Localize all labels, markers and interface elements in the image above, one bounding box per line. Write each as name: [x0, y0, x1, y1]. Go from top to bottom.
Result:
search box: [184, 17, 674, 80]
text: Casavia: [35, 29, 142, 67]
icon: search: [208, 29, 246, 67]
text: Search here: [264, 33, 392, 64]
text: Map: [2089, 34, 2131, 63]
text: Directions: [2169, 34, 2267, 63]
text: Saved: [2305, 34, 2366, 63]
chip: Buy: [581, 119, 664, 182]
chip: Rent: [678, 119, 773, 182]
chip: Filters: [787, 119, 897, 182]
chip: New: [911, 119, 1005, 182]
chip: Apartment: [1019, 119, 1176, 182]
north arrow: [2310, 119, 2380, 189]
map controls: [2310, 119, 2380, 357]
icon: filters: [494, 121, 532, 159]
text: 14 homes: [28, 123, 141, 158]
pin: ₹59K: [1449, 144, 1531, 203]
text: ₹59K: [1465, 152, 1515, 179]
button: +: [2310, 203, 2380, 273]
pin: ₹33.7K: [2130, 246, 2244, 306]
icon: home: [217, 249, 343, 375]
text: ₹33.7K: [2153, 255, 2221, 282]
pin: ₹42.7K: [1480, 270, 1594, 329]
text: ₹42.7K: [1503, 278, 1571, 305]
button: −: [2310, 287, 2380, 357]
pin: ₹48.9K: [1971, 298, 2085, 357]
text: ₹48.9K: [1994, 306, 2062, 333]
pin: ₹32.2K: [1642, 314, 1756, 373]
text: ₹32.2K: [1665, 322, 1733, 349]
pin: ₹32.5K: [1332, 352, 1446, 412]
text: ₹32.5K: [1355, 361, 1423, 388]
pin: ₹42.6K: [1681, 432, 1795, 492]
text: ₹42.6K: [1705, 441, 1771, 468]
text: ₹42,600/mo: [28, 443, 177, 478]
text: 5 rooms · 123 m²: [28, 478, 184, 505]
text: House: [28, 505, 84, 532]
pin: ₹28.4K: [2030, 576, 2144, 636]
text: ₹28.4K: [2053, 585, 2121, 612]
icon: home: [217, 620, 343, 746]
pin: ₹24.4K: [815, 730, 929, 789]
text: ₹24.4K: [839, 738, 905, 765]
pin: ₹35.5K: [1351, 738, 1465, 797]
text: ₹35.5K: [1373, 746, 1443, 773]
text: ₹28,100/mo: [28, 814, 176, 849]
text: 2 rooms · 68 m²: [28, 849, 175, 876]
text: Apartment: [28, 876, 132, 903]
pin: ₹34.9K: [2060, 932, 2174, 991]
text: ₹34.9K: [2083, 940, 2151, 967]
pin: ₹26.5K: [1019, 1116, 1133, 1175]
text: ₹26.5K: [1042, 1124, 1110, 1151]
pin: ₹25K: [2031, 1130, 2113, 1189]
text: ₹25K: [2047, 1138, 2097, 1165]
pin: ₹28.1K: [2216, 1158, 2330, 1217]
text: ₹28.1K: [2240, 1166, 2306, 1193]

Work instruction: Reproduce all records exactly, without omissions.

Response to this exercise:
Localize all labels, markers and interface elements in the image above, one bounding box per line. Write each as name: [x0, y0, x1, y1]. Go from top to bottom.
Result:
search box: [184, 17, 674, 80]
text: Casavia: [35, 29, 142, 67]
icon: search: [208, 29, 246, 67]
text: Search here: [264, 33, 392, 64]
text: Map: [2089, 34, 2131, 63]
text: Directions: [2169, 34, 2267, 63]
text: Saved: [2305, 34, 2366, 63]
chip: Buy: [581, 119, 664, 182]
chip: Rent: [678, 119, 773, 182]
chip: Filters: [787, 119, 897, 182]
chip: New: [911, 119, 1005, 182]
chip: Apartment: [1019, 119, 1176, 182]
north arrow: [2310, 119, 2380, 189]
map controls: [2310, 119, 2380, 357]
icon: filters: [494, 121, 532, 159]
text: 14 homes: [28, 123, 141, 158]
pin: ₹59K: [1449, 144, 1531, 203]
text: ₹59K: [1465, 152, 1515, 179]
button: +: [2310, 203, 2380, 273]
pin: ₹33.7K: [2130, 246, 2244, 306]
icon: home: [217, 249, 343, 375]
text: ₹33.7K: [2153, 255, 2221, 282]
pin: ₹42.7K: [1480, 270, 1594, 329]
text: ₹42.7K: [1503, 278, 1571, 305]
button: −: [2310, 287, 2380, 357]
pin: ₹48.9K: [1971, 298, 2085, 357]
text: ₹48.9K: [1994, 306, 2062, 333]
pin: ₹32.2K: [1642, 314, 1756, 373]
text: ₹32.2K: [1665, 322, 1733, 349]
pin: ₹32.5K: [1332, 352, 1446, 412]
text: ₹32.5K: [1355, 361, 1423, 388]
pin: ₹42.6K: [1681, 432, 1795, 492]
text: ₹42.6K: [1705, 441, 1771, 468]
text: ₹42,600/mo: [28, 443, 177, 478]
text: 5 rooms · 123 m²: [28, 478, 184, 505]
text: House: [28, 505, 84, 532]
pin: ₹28.4K: [2030, 576, 2144, 636]
text: ₹28.4K: [2053, 585, 2121, 612]
icon: home: [217, 620, 343, 746]
pin: ₹24.4K: [815, 730, 929, 789]
text: ₹24.4K: [839, 738, 905, 765]
pin: ₹35.5K: [1351, 738, 1465, 797]
text: ₹35.5K: [1373, 746, 1443, 773]
text: ₹28,100/mo: [28, 814, 176, 849]
text: 2 rooms · 68 m²: [28, 849, 175, 876]
text: Apartment: [28, 876, 132, 903]
pin: ₹34.9K: [2060, 932, 2174, 991]
text: ₹34.9K: [2083, 940, 2151, 967]
pin: ₹26.5K: [1019, 1116, 1133, 1175]
text: ₹26.5K: [1042, 1124, 1110, 1151]
pin: ₹25K: [2031, 1130, 2113, 1189]
text: ₹25K: [2047, 1138, 2097, 1165]
pin: ₹28.1K: [2216, 1158, 2330, 1217]
text: ₹28.1K: [2240, 1166, 2306, 1193]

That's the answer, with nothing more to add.